# The sacrament of Baptism



## Santiago DO (Jan 10, 2022)

Hello everyone, God bless you.
First of all, let's remember that Jesus Christ is what unites us, so my desire is to receive informative answers without create a divisive debate.

I) Is this short video an appropriate representation of the basics differences between paedobaptism and credobaptism?






II) Do you think that in the Baptism Debate with R.C. Sproul and John MacArthur both "defenders" represent correctly the common understanding of both positions?

III) Is there a proven way to demonstrate the traditional administration of baptism through Church history?


----------



## Stephen L Smith (Jan 10, 2022)

Santiago DO said:


> II) Do you think that in the Baptism Debate with R.C. Sproul and John MacArthur both "defenders" represent correctly the common understanding of both positions?


John MacArthur is not covenantal in his theology. Therefore to reflect the Reformed Baptist position correctly you need someone who holds to ch 7 of the 1689 Baptist Confession.

Reactions: Like 4


----------



## aaronsk (Jan 10, 2022)

I have been studying the topic of baptism and thus covenant theology for about a year now. I can offer the following thoughts.

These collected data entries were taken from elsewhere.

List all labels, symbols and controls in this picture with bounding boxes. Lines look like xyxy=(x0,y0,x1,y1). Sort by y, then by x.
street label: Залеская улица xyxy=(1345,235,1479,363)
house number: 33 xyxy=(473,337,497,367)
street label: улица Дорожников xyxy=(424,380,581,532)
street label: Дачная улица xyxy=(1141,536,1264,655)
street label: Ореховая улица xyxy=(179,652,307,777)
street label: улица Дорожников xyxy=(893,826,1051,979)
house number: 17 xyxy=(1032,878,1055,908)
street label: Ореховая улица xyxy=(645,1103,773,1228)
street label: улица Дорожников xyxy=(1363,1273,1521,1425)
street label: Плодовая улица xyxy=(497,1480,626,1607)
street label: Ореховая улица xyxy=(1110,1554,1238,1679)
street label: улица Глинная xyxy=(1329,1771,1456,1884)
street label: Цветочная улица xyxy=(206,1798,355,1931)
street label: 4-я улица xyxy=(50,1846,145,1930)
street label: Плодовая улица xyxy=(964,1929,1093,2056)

I) The video is severely lacking, in my opinion. One thing that I thought was odd was how covenant fulfillment and circumcision of the heart was only mentioned during the segment covering the credo-baptist position. The video is really like peaking through a cracked door and thinking you know something about the whole room. I get that its a just a primer but it doesn't really inform the viewer on the depth of the issue (i.e. the room maybe is a long hallway not a broom closet). That being said its only 6 minutes so I don't want to come off harsh, I have only watched that clip and know nothing about the folks or nature of that show beyond it.

II) I had watched these debates right away when I started digging into this topic about a year ago and then watched them a couple more times since. At the time I found them eyeopening but now I find them also severely lacking and don't really recommend them to people walking up to the topic as they focus to much on the baptism bits and not enough on Covenant Theology which is the main issue. This makes way for much wasted time and spinning of wheels in ones study as both of the Dr's come at it with a theological system that really needs to be understood first.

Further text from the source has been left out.